Not complicated or fragile. Hardy and enduring. Well, in a word, sensible. Thomas C. Cooper writes: “the rose ‘Betty Prior’ is rumored to be the favorite of the Queen of England, and if this is true, I imagine the appeal for her is similar to that of another English institution for which she has a well-documented affection – the sensible shoe.”
Now that kind of comparison grabs your attention, for it’s not what one normally reads in a rose catalog. And yet it is the perfect way to describe’ Betty Prior’; a long blooming season, indifferent to pests and contrary weather, with a flower introduced in 1935, ‘Betty Prior’ was one of the first floribundas to be recognized by The National Rose Society of Great Britain with a gold metal award. ‘Kirsten Poulsen’ and an unknown seeding are the parents of this compact (height and spread of three feet each) rose. The flowers first open in profuse clusters of deep pink, which fade with age to an almost ghostly white. Cooper further describes the bloom as “delicate singles…. the effect more of small banks of pink clouds settling about the bush.”
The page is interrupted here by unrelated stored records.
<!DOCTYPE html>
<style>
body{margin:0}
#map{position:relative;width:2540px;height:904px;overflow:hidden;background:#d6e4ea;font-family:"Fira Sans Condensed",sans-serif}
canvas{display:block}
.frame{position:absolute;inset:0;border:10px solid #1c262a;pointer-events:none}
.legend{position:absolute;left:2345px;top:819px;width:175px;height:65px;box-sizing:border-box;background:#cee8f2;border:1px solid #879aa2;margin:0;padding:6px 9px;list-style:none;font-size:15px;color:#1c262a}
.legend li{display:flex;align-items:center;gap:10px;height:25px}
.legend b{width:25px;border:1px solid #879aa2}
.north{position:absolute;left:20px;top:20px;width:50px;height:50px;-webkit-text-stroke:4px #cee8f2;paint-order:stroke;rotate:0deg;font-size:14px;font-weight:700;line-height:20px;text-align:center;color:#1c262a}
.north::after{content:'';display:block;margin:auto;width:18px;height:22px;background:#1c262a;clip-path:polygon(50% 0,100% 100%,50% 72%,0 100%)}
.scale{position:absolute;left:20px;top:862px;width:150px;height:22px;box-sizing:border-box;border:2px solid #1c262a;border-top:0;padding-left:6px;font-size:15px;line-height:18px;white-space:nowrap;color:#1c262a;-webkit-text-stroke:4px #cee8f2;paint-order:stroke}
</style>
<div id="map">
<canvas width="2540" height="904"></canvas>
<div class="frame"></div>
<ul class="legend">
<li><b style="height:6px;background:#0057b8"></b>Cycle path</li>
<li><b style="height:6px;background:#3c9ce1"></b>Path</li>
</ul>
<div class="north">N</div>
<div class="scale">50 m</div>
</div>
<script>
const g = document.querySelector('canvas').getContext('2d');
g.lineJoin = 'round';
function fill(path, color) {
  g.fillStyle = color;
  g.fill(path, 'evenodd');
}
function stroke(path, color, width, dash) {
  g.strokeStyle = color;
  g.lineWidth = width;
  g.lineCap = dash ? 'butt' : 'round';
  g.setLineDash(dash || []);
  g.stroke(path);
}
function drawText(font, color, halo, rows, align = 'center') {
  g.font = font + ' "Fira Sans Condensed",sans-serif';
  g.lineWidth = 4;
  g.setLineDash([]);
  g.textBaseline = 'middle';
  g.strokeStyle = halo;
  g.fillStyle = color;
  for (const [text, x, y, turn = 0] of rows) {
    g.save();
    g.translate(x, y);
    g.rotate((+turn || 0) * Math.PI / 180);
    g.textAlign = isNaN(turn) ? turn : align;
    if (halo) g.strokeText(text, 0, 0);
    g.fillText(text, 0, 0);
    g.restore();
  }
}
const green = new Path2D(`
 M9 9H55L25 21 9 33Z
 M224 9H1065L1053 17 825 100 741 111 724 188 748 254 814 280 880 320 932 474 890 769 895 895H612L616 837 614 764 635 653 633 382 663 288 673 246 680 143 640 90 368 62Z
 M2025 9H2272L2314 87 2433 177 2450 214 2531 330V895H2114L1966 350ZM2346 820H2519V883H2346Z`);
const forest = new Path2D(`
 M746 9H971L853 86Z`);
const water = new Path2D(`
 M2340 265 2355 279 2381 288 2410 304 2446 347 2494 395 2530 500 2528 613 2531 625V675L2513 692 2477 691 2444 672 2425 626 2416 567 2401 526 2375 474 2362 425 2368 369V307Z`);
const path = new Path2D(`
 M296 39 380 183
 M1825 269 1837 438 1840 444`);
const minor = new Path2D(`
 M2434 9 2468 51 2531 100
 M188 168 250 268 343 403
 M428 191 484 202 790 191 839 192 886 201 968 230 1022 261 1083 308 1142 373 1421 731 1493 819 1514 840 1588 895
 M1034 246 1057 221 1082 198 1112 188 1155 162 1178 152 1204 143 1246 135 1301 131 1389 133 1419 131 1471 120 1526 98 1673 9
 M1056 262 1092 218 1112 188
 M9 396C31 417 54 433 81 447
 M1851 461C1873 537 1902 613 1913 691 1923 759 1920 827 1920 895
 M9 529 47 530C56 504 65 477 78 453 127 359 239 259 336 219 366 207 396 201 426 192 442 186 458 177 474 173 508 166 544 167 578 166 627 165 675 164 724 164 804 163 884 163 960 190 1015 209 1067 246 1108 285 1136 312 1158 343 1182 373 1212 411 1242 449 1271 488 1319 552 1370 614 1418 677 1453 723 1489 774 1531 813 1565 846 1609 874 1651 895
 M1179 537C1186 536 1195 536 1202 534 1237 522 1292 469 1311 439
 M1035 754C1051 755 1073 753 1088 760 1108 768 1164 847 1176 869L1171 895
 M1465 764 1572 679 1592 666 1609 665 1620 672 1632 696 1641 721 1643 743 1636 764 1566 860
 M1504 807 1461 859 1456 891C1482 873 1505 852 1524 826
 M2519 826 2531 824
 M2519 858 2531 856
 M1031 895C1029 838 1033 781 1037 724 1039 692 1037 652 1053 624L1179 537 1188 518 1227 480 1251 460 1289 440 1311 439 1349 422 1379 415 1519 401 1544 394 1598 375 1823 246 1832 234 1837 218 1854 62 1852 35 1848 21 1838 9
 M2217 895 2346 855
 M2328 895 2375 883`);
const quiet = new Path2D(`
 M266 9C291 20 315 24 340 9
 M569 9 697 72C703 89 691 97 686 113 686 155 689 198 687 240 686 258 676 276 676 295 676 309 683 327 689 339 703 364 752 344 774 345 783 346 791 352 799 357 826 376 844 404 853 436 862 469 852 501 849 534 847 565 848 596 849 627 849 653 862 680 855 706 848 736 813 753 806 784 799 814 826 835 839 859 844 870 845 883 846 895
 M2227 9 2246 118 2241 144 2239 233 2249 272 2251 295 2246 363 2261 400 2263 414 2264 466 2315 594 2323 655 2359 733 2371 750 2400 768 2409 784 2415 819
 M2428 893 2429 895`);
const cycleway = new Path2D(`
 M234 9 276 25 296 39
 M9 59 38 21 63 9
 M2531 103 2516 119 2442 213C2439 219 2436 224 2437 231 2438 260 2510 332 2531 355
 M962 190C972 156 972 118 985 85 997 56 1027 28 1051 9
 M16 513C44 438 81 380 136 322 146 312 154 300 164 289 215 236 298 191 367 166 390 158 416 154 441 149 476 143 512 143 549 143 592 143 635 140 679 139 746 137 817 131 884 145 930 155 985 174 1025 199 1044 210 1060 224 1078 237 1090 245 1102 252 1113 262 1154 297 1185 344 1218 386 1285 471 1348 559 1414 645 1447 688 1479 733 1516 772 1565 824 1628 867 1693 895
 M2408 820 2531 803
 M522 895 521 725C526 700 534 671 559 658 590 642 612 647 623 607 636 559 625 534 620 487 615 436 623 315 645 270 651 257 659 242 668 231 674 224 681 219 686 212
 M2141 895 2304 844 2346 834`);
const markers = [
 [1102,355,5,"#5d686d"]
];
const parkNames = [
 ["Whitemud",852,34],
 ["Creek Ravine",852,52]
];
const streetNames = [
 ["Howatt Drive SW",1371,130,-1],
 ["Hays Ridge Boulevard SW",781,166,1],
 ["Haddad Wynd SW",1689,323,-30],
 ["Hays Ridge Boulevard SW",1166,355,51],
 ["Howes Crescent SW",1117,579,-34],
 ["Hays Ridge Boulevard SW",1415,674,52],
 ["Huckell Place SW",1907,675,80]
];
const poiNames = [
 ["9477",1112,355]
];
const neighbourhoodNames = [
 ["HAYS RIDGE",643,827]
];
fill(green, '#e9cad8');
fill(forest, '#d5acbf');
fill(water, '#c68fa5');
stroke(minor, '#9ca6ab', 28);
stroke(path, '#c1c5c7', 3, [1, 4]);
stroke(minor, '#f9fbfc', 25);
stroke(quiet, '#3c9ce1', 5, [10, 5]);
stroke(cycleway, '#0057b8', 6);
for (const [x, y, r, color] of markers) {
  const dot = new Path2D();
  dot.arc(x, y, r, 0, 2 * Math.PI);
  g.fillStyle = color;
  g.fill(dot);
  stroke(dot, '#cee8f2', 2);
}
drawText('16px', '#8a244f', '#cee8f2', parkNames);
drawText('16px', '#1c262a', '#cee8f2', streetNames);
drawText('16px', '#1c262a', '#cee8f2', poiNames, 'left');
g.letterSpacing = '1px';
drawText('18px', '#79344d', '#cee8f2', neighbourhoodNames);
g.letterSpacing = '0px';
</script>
We now have three ‘Betty Prior’s’ in our garden. The first we planted and have enjoyed for over ten years. Last year we added two more. These three bushes give our garden color all season long. It’s also a fabulous rose for flower-arranging. There are always blooms to cut. The canes are light and the flowers well-spaced. And someone always asks; “What’s the name of that pretty and unusual rose?” I guess everything must have some fault, and ‘Betty Prior’s’ might be a lack of fragrance.
The American Rose Society gives ‘Betty Prior’ a solid 8.2 rating and she’s had loyal followers now for almost seventy years. At that age she has learned to let the newcomers depend on dazzle and glitter. ‘Betty Prior’ emphasizes her other attributes and can hold her own in any crowd. Makes sense.